En la composición ocupa un lugar de privilegio, como un relicario que guarda siglos de devoción, se alza la carreta del Simpecado conocida como el “Cajón”, joya insigne de esta corporación rociera y emblema de toda una historia compartida. Construida en 1910 por suscripción popular, esta carreta es la más antigua entre las que peregrinan a la aldea almonteña, según recoge Turismo de la Provincia de Sevilla. No es solo un vehículo sagrado: es altar rodante, arca de promesas, símbolo de identidad colectiva de los hombres y mujeres de Umbrete.

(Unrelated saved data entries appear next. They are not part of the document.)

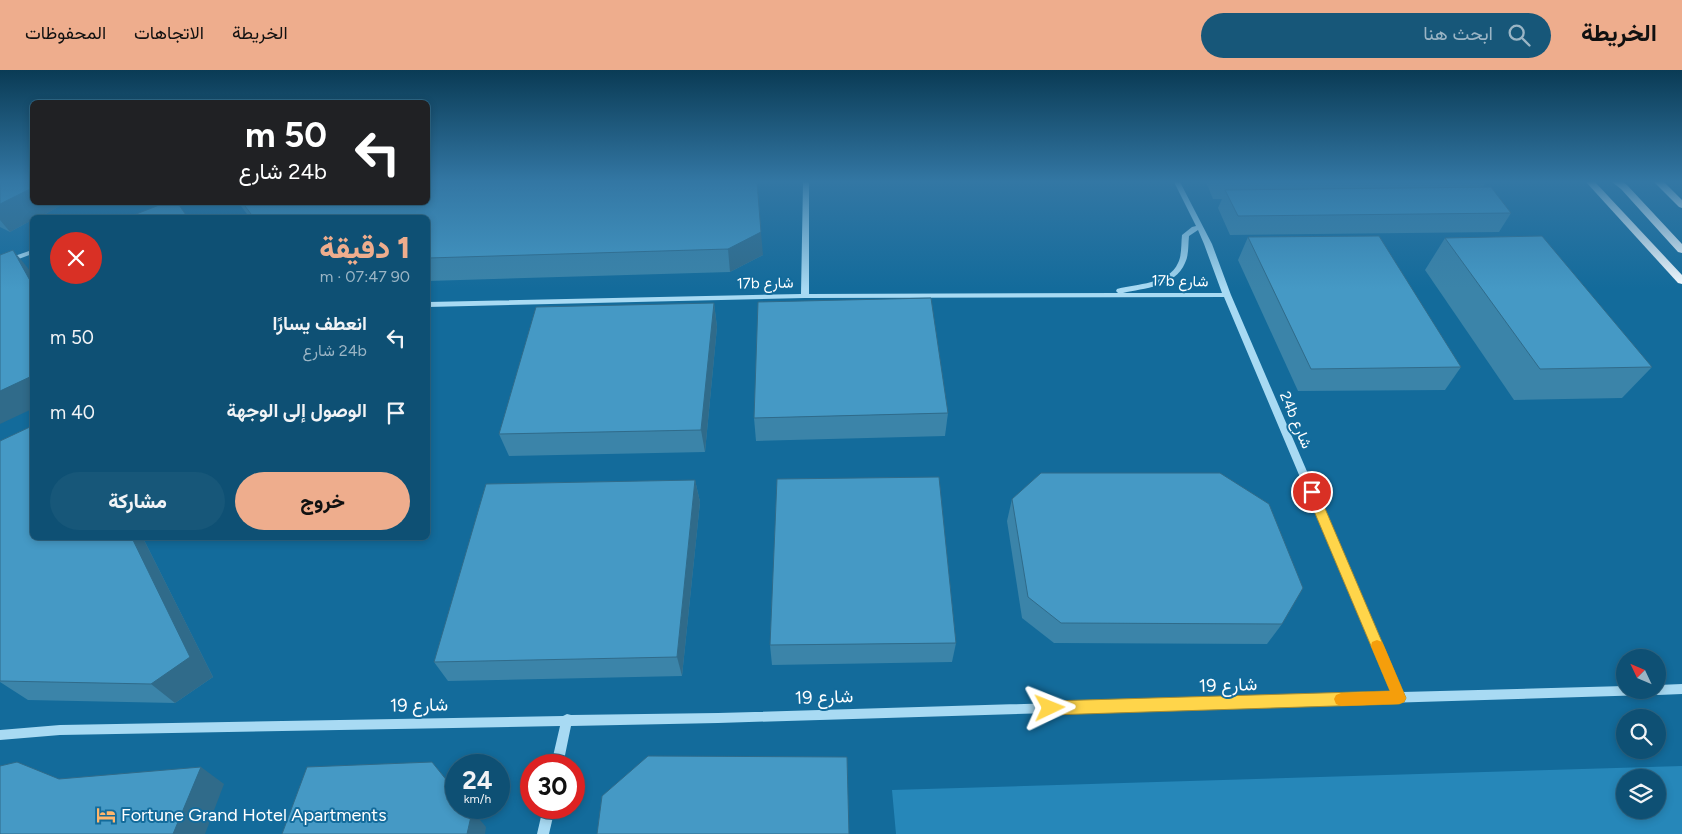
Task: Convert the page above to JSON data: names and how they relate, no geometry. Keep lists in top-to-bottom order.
{
  "streets": {
    "street": ["17b شارع", "24b شارع", "شارع 19"]
  },
  "crossings": [
    ["17b شارع", "24b شارع"],
    ["24b شارع", "شارع 19"]
  ],
  "places": {
    "hotel": ["Fortune Grand Hotel Apartments"]
  },
  "north": "top left",
  "page": {
    "header": "الخريطة",
    "search": "ابحث هنا",
    "nav": ["الخريطة", "الاتجاهات", "المحفوظات"],
    "turn": ["50 m", "24b شارع"],
    "heading": ["1 دقيقة", "90 m · 07:47"],
    "list": [
      {
        "name": "انعطف يسارًا",
        "note": "24b شارع",
        "value": "50 m"
      },
      {
        "name": "الوصول إلى الوجهة",
        "value": "40 m"
      }
    ],
    "buttons": ["خروج", "مشاركة"],
    "speed": "24 km/h",
    "limit": "30"
  }
}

Barrera ha sabido detener el tiempo en el instante exacto en que la tarde comienza a declinar, envolviendo el “Cajón” en un ambiente cálido de atardecer, donde los tonos dorados y rosáceos del cielo evocan la nostalgia del camino, los rezos en silencio y la memoria de los que ya no están, pero siguen presentes en cada pisada, en cada mirada, en cada lágrima que se mezcla con el polvo del sendero.

En esta sobriedad luminosa, el “Cajón” no aparece ornamentado ni festivo, sino pleno de verdad y dignidad, llevando consigo no solo los símbolos visibles de la Hermandad, sino el latido espiritual de todo un pueblo que, al compás del tamboril y la cadencia pausada de los bueyes, camina año tras año hacia la Reina de las Marismas.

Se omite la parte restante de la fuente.